The mission is a private venture of California-based TransOrbital Inc., which is also drawing on corporate sponsorships and advertising to fund the effort.

After years of delay, launch is now slated for this fall, company President Dennis Laurie said in a telephone interview Wednesday.

Individuals can book items for the flight at the company's Web site, TransOrbital.net. Sending a business card to the moon costs $2,500. Other relics or mementos can fly for $2,500 per gram. A text message costs $17.

Creative financingTrailblazer will orbit the moon for about three months, sending back high-quality and potentially salable photos of Apollo landing sites, plus HDTV-quality video that might be sold for advertising use. Data will be collected to create a new, high-resolution lunar map, also potentially salable.

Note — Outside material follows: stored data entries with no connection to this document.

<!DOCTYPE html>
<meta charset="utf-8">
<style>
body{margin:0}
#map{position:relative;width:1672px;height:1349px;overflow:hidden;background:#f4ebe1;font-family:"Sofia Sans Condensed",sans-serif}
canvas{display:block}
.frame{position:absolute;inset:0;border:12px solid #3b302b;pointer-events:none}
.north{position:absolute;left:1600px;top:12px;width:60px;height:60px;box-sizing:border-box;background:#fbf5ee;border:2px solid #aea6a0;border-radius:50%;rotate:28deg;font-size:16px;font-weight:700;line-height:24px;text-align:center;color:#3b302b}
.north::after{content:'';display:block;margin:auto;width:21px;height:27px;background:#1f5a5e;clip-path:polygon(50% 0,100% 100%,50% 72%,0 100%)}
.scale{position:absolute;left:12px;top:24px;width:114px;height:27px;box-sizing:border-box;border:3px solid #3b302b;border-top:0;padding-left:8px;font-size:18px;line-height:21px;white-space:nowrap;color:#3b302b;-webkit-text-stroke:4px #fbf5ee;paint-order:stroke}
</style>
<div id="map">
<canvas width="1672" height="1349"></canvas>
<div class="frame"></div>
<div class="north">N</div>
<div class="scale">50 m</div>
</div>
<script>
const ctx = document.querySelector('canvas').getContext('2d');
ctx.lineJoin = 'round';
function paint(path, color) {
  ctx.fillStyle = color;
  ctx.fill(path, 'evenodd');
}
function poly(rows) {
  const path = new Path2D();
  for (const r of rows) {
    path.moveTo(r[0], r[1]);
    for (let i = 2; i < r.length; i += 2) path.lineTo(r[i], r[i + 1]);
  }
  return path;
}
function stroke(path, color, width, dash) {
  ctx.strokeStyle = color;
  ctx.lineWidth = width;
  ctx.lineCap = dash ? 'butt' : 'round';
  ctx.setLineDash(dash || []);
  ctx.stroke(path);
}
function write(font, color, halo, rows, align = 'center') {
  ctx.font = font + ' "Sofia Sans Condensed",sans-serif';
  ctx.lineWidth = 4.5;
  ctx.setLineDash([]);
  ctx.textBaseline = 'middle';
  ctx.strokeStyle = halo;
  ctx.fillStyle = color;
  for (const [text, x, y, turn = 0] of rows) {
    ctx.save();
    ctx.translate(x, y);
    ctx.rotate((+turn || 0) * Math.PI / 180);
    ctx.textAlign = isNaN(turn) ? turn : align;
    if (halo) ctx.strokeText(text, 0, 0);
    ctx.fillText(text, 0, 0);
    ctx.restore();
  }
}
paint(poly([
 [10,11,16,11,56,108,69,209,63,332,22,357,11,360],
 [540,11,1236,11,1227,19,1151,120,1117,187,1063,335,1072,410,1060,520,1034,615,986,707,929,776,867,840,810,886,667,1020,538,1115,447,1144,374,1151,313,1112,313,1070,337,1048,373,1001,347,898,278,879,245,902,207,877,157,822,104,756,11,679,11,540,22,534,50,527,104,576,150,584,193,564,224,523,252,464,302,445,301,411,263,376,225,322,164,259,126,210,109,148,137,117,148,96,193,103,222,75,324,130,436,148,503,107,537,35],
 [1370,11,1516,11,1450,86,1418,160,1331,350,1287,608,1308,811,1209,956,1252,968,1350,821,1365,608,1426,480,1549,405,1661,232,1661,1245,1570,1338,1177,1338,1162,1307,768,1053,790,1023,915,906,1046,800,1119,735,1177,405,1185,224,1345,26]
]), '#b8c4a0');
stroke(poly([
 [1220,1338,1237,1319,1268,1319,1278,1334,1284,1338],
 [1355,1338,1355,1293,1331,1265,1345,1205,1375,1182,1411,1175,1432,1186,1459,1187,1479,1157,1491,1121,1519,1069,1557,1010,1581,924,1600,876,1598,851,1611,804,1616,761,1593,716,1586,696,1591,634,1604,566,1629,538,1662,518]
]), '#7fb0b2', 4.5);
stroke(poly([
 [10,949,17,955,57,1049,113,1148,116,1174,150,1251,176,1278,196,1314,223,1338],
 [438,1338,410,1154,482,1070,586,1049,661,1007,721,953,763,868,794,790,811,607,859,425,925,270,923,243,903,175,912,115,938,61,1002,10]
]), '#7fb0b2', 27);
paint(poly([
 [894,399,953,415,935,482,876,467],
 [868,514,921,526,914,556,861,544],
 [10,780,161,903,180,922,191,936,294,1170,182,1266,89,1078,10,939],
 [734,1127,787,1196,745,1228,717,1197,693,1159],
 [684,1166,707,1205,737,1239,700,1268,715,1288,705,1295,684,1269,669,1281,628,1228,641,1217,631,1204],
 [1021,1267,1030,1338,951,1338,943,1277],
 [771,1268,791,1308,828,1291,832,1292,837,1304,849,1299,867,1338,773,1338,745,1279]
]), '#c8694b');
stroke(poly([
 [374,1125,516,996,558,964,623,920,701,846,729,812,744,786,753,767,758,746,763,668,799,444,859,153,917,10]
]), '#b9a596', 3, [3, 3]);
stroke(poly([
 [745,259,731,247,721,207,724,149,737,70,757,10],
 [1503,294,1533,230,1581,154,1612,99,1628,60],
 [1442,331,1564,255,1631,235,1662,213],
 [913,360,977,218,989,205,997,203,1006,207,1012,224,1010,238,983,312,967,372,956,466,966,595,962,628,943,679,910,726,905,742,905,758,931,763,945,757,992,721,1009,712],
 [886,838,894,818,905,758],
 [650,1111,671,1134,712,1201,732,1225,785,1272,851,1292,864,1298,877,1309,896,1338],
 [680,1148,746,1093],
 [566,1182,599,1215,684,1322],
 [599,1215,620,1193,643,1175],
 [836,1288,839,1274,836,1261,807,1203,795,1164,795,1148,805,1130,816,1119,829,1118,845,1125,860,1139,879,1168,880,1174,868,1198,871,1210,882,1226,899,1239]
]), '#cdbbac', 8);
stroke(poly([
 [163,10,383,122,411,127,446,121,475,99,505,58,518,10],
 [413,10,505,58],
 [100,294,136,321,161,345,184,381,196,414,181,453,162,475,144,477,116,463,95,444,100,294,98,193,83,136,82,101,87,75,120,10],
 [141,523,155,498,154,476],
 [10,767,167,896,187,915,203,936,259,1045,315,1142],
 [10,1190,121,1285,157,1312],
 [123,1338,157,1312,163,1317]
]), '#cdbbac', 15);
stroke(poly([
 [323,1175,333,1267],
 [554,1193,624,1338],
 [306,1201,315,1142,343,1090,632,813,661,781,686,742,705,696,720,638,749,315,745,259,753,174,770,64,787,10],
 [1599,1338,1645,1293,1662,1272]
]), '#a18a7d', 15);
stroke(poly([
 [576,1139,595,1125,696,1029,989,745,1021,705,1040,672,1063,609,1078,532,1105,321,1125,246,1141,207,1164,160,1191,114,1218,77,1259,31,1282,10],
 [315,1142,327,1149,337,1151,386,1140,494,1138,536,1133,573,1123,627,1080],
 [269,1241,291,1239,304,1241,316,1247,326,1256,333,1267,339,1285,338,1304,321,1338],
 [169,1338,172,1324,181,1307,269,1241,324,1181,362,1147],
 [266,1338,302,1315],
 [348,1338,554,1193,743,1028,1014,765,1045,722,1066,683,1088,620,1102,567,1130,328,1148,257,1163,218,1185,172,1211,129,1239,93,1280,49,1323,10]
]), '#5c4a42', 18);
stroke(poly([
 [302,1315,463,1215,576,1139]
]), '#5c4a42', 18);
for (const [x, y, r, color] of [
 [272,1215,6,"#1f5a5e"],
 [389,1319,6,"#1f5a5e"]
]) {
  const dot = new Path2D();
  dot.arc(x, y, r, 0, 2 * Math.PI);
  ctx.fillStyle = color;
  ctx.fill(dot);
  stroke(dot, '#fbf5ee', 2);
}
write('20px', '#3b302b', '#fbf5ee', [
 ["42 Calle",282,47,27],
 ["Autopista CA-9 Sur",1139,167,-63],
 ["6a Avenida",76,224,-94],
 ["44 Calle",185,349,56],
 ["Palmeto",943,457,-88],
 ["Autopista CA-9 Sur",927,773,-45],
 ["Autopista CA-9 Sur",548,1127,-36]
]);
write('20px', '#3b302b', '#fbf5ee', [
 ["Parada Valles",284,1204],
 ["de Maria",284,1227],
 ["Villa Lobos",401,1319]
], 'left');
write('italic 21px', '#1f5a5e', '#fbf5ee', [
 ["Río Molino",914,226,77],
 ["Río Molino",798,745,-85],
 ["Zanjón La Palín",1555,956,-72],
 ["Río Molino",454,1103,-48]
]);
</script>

The craft will then deorbit and disintegrate upon impact. About 22 pounds (10 kilograms) of personal effects will remain intact, housed in a protective capsule that will tunnel 13-16 feet (4-5 meters) into the lunar surface.

TransOrbital initially had planned a July 2001 launch. Trailblazer was later expected to go up early this year. But a struck with Hewlett Packard last summer, which will allow anyone with a properly equipped handheld computer to communicate with the lunar orbiter, forced additional engineering, Laurie said.

"We'd like to have as many people either send things to the moon or access the satellite while it's in orbit around the moon as possible," he said. Terrestrial communicators would get a confirmation message that the craft had received a signal.

Despite delays, the 242-pound (110-kilogram) orbiter is under construction, the launch vehicle is in place at a Russian facility, and it looks as if liftoff will occur "in October or November of this year," Laurie said. He added that he's 80 to 90 percent confident in that forecast.

Proponents of expanded space exploration and the commercialization of space are eager for a private mission like this.

Brian Chase, executive director of the National Space Society, said TransOrbital's concept is sound.

Chase thinks the space agency should provide incentives for the private sector by buying data, rather than just doling out contracts for spacecraft construction. The current way of doing business leaves the space agency, in many cases, in charge of overseeing construction, running flight operations and doing the scientific observations, "a lot of details that probably NASA doesn't need to worry about."

Given Bush's call to put humans back on the moon, Chase told Space.com, "Now is a great time" for a mission like TransOrbital's to succeed.

"I think it bolsters the case that there is a role for the private sector in space exploration," he said, adding that unlike some advocates of privatization he sees the government continuing to play a dominant role.

TransOrbital appears to have little immediate competition.